Committee members raised concerns about the slow progress and lack of clarity in implementing the District Development Model (DDM), six years after its launch by the President Cyril Ramaphosa in 2019.
The department briefed the committee on pilot evaluations in eThekwini, OR Tambo (Eastern Cape), and Waterberg (Limpopo), but members felt the presentation lacked depth.
They called for a detailed, municipality-by-municipality breakdown to better assess implementation milestones and achievements.
Despite being presented as a national model, only pilot sites have received focused attention.

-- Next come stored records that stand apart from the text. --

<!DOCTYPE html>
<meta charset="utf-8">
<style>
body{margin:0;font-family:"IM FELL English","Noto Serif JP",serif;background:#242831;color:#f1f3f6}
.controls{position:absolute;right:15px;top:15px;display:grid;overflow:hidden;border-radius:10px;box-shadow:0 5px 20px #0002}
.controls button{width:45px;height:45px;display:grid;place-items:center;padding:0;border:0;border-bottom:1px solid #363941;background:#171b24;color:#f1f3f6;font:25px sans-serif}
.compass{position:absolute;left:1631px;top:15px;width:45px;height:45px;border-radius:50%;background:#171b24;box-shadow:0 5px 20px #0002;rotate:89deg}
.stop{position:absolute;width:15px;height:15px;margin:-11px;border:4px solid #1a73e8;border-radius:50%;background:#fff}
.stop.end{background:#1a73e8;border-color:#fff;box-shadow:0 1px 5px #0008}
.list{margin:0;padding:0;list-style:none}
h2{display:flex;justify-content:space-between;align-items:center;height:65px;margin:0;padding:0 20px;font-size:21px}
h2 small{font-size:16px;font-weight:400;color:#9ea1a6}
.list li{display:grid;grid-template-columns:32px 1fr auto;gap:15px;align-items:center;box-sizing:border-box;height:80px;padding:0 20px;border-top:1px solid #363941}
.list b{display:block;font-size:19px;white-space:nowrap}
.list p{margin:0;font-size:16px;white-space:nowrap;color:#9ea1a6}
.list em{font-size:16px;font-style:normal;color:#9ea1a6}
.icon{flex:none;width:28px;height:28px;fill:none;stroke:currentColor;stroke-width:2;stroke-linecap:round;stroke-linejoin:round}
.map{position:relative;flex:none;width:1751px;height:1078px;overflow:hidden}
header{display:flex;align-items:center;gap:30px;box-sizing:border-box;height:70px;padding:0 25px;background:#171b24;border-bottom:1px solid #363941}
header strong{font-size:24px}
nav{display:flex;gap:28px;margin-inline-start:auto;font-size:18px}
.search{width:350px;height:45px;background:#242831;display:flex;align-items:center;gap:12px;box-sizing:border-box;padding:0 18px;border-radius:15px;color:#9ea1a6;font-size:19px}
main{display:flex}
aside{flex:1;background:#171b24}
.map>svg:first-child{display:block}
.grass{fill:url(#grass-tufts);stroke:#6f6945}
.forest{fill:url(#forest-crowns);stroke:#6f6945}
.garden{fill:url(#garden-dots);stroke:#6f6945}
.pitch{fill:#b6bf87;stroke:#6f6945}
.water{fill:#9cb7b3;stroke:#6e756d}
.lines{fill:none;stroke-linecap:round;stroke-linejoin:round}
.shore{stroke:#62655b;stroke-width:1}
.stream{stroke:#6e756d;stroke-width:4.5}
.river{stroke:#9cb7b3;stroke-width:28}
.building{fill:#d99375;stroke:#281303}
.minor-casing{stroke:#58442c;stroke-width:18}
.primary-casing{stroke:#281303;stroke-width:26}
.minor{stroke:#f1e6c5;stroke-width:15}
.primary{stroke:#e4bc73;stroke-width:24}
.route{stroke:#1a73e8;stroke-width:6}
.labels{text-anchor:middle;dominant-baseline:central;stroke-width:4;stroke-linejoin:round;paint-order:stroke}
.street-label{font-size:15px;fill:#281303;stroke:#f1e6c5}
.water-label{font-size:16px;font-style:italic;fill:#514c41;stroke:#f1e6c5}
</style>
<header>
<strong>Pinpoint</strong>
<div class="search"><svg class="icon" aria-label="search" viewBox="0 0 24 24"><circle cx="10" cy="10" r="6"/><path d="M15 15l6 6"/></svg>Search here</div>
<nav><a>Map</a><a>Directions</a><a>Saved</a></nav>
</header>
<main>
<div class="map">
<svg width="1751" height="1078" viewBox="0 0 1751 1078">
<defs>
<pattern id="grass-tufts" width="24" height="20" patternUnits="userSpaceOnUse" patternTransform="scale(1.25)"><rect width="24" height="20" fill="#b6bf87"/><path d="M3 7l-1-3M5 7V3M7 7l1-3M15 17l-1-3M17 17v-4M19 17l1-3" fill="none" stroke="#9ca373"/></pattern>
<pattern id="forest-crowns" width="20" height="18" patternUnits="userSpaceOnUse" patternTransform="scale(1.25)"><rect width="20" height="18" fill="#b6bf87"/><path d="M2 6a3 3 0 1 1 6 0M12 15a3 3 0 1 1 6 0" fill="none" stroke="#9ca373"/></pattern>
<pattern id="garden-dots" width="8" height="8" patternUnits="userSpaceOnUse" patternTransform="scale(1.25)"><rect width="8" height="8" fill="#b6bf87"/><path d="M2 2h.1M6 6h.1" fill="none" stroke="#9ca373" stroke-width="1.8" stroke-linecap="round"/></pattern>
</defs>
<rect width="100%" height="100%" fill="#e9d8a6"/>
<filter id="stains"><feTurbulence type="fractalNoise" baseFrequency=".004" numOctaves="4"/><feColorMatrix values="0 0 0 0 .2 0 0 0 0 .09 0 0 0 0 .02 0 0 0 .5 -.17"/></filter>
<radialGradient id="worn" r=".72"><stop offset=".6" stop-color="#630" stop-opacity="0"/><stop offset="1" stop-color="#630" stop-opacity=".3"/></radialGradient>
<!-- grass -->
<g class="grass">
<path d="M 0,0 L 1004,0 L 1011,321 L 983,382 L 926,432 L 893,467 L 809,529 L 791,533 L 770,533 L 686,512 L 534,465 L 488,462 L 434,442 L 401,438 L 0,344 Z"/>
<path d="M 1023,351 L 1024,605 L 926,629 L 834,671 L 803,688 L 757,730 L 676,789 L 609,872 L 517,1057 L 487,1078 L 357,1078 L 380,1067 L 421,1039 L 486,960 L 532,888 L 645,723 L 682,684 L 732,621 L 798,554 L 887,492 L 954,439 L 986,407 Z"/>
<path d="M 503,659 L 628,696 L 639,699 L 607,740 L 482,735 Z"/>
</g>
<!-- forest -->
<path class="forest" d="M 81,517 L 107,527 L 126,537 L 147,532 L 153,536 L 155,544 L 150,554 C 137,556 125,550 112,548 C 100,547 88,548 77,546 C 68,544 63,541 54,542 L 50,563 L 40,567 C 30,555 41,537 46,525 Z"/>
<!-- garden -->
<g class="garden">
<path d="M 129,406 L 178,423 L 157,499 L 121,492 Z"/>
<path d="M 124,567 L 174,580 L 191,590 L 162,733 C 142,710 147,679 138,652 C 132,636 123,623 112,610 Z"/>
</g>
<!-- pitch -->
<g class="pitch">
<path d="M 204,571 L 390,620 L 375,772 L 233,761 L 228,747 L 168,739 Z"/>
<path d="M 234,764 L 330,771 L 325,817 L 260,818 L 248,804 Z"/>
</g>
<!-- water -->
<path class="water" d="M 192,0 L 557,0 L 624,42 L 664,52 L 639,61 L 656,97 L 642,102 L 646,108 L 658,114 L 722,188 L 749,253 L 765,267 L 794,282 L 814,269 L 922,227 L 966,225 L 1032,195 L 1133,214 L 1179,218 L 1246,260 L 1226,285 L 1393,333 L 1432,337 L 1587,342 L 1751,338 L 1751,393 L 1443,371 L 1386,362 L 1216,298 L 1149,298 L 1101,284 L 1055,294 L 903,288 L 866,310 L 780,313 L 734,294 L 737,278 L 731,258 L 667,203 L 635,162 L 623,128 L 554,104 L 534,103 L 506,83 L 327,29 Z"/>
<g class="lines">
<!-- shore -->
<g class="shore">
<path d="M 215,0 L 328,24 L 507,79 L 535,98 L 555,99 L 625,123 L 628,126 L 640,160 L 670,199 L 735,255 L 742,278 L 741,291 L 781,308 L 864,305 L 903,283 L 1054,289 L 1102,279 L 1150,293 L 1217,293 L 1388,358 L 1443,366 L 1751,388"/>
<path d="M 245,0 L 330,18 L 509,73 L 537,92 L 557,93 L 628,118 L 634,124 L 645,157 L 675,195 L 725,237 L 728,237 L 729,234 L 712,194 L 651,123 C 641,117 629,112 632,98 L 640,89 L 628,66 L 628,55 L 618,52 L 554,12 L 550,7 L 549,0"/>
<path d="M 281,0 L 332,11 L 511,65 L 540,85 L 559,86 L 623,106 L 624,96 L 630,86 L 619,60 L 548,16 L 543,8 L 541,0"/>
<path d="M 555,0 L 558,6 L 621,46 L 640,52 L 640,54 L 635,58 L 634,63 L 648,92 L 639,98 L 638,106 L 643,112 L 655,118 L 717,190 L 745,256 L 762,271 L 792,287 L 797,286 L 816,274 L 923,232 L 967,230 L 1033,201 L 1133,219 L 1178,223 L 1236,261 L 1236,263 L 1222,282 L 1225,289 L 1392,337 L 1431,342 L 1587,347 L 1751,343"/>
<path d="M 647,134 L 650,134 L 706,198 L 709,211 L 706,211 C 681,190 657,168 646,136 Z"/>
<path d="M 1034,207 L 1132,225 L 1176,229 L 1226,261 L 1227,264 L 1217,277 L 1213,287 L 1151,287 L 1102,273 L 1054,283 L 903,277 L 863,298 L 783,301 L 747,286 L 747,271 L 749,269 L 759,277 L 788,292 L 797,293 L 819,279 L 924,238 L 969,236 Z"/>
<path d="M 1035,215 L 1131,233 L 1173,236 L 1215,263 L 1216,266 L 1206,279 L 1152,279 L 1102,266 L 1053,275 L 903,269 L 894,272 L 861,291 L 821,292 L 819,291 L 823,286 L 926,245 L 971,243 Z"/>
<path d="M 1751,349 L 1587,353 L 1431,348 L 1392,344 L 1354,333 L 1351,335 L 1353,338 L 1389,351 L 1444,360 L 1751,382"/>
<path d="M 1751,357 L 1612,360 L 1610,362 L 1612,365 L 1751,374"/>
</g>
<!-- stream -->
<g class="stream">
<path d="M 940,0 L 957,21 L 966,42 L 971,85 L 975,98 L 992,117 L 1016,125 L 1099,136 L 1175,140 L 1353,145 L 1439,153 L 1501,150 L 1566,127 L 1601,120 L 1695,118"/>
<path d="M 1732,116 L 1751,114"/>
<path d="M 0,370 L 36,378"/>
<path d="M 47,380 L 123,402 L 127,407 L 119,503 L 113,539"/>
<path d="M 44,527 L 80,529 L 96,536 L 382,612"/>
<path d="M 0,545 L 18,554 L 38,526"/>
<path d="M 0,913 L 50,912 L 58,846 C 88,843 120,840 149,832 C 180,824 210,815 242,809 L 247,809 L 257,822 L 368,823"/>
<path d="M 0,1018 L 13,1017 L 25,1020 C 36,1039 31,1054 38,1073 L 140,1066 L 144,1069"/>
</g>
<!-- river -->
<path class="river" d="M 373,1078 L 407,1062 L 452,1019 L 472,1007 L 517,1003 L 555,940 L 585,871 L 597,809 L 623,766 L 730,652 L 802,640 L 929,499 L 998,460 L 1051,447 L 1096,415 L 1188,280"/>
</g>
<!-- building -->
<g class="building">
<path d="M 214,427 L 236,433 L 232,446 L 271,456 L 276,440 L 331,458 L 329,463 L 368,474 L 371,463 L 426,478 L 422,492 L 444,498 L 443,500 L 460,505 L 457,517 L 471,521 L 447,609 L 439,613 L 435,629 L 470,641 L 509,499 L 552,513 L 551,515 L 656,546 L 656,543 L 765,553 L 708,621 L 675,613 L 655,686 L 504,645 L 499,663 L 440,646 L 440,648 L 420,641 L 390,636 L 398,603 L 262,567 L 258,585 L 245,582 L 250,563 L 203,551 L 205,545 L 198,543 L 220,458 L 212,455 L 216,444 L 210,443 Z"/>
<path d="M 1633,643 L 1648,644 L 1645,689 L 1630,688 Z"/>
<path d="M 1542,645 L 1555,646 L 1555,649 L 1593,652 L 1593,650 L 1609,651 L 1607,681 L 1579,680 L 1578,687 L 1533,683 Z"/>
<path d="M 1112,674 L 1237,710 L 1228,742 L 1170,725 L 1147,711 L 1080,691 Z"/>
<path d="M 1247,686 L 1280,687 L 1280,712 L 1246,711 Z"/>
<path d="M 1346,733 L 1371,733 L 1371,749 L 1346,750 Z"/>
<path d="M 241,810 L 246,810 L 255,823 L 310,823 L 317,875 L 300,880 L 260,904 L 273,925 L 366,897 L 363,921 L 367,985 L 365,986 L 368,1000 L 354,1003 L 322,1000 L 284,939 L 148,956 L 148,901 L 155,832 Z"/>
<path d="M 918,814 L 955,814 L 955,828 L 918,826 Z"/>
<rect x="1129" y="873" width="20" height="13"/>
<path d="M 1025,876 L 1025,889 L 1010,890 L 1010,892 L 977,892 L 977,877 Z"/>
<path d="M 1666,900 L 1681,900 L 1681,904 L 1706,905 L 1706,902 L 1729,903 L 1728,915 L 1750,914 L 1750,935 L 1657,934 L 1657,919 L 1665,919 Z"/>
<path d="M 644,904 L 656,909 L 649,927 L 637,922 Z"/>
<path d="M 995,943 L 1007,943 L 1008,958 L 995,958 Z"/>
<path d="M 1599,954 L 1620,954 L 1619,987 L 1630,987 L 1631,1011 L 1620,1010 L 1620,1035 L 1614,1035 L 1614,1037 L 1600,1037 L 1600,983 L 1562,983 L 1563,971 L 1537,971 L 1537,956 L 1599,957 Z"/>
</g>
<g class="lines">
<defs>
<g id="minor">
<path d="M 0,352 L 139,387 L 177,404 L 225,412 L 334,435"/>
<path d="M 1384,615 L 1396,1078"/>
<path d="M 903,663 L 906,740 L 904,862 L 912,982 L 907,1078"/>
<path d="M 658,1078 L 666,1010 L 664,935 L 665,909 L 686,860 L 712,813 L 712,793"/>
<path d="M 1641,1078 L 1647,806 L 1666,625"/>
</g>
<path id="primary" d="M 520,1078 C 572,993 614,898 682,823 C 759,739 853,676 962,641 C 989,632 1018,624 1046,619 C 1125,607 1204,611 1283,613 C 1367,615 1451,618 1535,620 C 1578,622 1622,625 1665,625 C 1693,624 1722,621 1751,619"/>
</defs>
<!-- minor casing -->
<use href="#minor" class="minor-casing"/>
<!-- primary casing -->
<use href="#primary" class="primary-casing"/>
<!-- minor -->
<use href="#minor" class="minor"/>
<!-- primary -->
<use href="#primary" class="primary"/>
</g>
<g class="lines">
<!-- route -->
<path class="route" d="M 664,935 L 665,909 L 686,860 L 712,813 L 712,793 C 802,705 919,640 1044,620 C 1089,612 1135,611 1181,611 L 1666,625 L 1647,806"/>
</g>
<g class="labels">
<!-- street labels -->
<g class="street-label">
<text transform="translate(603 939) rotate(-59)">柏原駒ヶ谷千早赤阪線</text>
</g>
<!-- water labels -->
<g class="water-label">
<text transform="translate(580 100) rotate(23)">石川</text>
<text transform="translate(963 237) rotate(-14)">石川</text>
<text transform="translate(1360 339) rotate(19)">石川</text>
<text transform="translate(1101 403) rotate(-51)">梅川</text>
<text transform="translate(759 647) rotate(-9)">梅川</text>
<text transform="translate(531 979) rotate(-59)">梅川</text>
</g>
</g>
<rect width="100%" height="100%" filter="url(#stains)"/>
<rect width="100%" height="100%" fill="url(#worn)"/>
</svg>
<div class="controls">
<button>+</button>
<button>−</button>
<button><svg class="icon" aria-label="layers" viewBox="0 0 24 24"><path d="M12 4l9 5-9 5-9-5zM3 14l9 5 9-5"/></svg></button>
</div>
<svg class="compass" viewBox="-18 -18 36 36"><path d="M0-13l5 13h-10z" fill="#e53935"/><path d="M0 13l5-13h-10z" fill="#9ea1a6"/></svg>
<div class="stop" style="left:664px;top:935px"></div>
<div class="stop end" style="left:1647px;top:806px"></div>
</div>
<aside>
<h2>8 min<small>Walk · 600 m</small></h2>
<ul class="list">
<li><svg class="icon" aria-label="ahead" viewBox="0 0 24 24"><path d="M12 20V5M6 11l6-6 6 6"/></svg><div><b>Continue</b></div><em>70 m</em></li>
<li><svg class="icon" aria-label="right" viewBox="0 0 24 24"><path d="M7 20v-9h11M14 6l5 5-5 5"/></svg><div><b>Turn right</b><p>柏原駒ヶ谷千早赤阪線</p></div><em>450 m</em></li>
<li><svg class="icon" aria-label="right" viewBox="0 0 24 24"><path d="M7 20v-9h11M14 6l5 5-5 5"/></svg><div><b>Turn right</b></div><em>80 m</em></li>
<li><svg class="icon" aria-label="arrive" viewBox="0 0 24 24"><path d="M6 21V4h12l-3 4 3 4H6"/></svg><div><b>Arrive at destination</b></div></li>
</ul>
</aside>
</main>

Committee Chairperson Zweli Mkhize pointed to confusion around the term “pilot” and the lack of clarity on how these sites differ from others already working within the DDM framework.
“If the DDM is a national model, we need clarity on what differentiates a pilot site from a fully implemented one.
We must be able to track progress meaningfully across all districts and metros—not just a select few,” Mkhize said.
The committee urged the department to improve its communication to ensure broader understanding and buy-in from stakeholders and the public. Feedback from pilot sites revealed that many officials still see the DDM as an add-on, rather than a reform of existing systems.
The committee called for transparency, accountability, and consistent national rollout to properly assess the model’s impact across all 52 districts and metros.
Mkhize stressed that the DDM’s goal is to revolutionise governance and service delivery through integration—but warned that confusion and bureaucracy are undermining this intent.
“There’s a pressing need to separate political messaging from the reality of implementation.
Parliament must know where we stand—what’s been achieved, what hasn’t. The DDM’s value must not be buried in structures and jargon. Success depends on practical, coordinated action, not added bureaucracy.”
The committee noted that, according to the department’s own data, only half of the DDM’s goals had been met. Pilots reportedly struggled with forming partnerships and managing change, raising concerns about scaling the model to all 257 municipalities.
In response, department officials acknowledged misunderstandings and committed to submitting a comprehensive report covering all 52 implementation sites.
Officials reaffirmed that the DDM is not a replacement for existing frameworks like the National Development Plan or Integrated Development Plans, but rather a unifying tool to align planning, budgeting, and monitoring into a single ‘One Plan.’